On if the team did research on Corey Davis in the offseason:
BB: We look at all players in free agency.
On what the Jets lost with Mekhi Becton going down with an injury last week:
BB: I mean he's a good player, obviously, but [Morgan] Moses has been a starting tackle in this league for a number of years, so flipping [George] Fant over and bringing Moses in, I mean Moses has a pretty good track record as a tackle in this league, too, so Fant's a guy that made the switch. I think they're still pretty good at that position, and they have [Chuma] Edoga, too, so I mean that's really, I'd say, that's probably one of the deepest positions on their rosters is tackle even without Becton. Obviously he's an outstanding player. Outstanding young prospect, but even without him, they've got pretty good depth there.

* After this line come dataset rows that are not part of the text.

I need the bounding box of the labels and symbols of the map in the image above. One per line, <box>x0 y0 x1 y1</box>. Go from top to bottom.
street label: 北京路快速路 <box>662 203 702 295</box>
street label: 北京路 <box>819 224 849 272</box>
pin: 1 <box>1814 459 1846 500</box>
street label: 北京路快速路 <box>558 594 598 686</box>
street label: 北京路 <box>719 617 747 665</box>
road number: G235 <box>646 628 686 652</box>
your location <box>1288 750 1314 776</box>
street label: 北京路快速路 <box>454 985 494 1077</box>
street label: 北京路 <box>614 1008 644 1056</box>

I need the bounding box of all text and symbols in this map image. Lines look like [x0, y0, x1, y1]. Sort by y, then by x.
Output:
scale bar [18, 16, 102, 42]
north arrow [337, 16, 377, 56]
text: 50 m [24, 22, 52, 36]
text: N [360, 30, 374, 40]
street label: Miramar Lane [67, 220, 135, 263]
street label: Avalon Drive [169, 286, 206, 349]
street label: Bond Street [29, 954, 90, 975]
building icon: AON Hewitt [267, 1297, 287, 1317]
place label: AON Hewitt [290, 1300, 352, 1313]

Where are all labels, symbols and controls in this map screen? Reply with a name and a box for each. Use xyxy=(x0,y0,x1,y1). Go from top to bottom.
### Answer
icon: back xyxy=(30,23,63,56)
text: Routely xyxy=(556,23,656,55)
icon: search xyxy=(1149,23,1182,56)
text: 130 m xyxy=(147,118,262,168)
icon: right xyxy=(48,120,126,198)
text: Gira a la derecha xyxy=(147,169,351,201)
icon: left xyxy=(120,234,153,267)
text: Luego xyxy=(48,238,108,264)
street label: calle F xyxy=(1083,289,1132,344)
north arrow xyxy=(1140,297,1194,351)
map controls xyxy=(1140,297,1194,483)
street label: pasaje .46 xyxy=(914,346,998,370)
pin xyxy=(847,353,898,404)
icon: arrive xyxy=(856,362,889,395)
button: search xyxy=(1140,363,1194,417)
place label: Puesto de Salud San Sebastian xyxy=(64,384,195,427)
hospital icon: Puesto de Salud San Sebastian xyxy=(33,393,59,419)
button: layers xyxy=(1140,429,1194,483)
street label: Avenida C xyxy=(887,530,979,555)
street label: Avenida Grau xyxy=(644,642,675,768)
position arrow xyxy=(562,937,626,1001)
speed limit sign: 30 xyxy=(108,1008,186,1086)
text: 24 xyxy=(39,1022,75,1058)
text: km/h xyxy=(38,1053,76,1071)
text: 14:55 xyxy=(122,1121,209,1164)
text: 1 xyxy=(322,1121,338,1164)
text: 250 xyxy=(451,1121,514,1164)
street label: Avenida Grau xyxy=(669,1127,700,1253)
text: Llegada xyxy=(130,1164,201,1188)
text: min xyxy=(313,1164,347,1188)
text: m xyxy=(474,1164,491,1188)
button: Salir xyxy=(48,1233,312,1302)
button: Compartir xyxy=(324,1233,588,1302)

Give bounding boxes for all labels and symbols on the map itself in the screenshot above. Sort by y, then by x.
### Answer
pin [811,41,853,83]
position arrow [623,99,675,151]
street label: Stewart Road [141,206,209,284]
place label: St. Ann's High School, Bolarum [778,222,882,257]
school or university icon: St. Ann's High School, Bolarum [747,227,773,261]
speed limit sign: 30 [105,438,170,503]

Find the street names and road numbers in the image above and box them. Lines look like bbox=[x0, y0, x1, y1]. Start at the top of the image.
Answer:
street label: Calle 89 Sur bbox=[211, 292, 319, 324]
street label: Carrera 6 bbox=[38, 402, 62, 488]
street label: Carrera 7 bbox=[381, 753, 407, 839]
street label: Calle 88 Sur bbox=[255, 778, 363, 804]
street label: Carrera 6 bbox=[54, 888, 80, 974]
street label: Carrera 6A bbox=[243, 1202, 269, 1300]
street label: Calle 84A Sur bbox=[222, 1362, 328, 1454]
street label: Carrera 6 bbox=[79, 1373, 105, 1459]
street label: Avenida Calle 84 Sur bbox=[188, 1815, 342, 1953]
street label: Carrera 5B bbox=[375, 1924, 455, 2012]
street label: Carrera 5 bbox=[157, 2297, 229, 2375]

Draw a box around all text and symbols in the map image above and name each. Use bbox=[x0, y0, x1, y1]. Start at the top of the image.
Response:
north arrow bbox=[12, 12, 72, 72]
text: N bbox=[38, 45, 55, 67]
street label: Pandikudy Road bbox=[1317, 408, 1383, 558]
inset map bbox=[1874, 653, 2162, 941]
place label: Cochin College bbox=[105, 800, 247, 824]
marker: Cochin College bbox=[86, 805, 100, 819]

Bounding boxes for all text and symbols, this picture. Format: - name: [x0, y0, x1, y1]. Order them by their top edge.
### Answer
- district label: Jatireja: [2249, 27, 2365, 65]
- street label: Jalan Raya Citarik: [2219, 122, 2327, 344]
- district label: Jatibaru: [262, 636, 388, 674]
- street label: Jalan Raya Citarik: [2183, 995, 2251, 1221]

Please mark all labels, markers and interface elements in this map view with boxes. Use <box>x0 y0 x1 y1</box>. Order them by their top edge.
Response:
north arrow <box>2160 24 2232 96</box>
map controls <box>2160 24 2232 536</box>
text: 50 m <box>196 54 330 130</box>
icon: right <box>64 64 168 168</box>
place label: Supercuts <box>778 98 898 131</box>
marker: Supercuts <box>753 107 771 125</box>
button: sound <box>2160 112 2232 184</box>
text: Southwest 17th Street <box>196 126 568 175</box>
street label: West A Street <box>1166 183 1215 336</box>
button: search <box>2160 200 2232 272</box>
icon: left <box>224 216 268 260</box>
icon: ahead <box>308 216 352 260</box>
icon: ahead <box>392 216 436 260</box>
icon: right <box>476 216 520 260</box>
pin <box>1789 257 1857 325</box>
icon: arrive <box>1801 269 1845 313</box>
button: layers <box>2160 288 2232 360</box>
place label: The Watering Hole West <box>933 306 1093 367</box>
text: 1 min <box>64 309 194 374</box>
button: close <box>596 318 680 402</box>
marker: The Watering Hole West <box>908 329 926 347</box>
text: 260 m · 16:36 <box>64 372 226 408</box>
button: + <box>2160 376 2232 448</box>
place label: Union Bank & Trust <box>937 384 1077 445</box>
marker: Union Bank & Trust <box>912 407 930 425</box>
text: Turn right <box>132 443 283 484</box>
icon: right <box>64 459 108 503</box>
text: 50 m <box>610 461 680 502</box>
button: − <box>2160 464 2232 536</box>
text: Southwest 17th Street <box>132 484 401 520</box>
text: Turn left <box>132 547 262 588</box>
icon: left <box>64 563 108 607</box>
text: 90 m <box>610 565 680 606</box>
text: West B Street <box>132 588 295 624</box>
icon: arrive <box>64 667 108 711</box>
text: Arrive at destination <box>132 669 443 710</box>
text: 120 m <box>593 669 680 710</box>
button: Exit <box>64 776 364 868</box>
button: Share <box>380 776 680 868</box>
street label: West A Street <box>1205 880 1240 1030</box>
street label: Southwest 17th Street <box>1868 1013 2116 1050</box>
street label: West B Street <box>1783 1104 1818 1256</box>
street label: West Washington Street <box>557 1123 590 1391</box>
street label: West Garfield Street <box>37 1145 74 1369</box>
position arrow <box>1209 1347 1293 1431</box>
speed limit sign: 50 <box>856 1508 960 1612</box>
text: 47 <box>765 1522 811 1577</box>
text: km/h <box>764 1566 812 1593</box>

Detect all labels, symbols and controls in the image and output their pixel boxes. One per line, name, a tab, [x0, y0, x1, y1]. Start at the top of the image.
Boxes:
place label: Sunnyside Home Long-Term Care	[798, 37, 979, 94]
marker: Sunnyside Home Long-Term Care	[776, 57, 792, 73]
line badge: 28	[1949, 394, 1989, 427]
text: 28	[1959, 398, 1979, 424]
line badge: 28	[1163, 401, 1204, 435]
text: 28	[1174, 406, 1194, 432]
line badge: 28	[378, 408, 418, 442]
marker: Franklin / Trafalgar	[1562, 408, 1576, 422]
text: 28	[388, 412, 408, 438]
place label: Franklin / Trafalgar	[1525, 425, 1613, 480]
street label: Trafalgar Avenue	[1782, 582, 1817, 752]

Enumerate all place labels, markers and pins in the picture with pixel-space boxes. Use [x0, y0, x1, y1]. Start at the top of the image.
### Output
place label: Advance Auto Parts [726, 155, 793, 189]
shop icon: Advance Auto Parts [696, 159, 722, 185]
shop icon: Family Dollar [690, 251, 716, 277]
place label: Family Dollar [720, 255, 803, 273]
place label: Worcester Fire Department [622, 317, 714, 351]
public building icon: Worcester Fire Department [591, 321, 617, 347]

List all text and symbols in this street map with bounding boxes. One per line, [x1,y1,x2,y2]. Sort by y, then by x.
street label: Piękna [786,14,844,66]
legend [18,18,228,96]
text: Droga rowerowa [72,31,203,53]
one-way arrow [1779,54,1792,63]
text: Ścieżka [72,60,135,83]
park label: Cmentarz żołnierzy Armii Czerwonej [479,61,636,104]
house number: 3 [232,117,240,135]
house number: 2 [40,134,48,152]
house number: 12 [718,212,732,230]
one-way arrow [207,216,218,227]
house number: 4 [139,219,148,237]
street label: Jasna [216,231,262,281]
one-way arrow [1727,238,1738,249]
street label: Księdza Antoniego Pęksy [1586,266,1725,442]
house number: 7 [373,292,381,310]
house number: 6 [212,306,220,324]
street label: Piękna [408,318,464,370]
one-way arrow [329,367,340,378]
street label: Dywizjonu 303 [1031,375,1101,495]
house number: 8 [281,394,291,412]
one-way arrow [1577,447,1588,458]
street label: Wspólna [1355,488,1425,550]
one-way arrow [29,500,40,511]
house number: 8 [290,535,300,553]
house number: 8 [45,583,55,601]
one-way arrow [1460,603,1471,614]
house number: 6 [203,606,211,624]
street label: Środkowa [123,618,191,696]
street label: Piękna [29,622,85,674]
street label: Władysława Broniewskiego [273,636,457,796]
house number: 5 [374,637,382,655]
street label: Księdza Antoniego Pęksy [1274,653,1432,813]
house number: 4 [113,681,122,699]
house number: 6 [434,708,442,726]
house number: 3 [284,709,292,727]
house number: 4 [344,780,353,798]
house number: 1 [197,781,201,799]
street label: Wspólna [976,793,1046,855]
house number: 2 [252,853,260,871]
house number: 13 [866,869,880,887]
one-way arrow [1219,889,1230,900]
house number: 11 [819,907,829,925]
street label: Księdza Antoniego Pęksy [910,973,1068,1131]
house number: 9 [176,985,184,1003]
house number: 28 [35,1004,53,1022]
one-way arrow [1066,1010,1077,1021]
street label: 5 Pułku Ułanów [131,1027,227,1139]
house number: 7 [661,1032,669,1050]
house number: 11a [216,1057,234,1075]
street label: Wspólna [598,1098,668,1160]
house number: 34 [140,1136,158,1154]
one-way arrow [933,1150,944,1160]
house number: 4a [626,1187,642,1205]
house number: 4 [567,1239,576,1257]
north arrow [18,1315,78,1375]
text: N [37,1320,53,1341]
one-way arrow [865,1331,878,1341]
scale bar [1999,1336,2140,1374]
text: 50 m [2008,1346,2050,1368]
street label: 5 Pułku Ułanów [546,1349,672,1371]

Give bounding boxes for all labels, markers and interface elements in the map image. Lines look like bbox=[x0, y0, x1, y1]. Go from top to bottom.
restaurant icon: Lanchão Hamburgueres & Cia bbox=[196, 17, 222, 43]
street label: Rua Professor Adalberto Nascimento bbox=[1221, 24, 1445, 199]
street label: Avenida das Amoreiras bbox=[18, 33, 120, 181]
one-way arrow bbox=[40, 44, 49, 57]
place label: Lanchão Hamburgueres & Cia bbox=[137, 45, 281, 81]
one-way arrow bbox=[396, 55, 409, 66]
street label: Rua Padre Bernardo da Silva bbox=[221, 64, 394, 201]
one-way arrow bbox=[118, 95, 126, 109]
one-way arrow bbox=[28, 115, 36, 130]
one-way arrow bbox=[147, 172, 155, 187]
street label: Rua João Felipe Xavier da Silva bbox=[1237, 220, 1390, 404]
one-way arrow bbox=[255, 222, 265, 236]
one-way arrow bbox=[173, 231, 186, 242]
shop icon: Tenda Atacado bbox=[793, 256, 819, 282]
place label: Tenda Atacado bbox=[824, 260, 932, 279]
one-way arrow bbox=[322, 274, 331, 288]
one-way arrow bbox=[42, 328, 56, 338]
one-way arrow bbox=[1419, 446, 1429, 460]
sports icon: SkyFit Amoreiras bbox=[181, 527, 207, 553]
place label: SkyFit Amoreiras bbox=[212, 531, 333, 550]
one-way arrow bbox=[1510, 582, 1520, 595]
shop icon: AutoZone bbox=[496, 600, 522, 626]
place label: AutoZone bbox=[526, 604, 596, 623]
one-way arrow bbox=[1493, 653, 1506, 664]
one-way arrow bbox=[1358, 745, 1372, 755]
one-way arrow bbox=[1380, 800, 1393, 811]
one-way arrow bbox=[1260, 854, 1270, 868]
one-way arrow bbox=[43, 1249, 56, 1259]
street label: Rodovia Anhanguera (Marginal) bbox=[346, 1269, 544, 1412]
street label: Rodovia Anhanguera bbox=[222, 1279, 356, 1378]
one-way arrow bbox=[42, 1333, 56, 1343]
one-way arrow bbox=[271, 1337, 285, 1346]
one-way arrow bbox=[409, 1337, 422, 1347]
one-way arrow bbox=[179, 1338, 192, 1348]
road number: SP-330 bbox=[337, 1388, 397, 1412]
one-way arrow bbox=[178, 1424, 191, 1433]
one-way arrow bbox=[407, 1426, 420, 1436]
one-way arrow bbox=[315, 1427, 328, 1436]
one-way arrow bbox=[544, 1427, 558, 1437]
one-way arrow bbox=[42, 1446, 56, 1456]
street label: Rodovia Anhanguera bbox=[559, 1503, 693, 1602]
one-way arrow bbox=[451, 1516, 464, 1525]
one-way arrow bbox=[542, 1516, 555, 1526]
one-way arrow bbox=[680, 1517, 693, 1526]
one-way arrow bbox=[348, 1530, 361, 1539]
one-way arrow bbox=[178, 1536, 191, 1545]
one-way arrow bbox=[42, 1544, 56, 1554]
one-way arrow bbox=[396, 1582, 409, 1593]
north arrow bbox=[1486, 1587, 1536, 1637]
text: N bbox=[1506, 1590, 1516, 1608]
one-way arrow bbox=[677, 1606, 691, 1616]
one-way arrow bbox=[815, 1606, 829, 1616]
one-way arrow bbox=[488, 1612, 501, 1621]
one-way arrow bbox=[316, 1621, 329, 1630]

On the challenges of facing the Jets' zone-blocking schemes:
BB: I don't think there's a team in the league that doesn't run zone-blocking, so we see it every week. That's not all they do. They have plenty of gap schemes and other misdirection plays and RPO-type concepts and things like that, so they have a pretty diversified attack. They have a real good running game. Some of it is with two backs in the backfield or two people in the backfield, wherever you want to call them. Some of it is with one. Some of it is with a couple tight ends. Some of it is with three receivers. They do a good job of challenging the run defense on a lot of different types of plays, blocking schemes, formations, motion. They have a very diversified thought out running attack, but it's certainly not all zone. I mean, they run a lot of zone, but i's not all zone.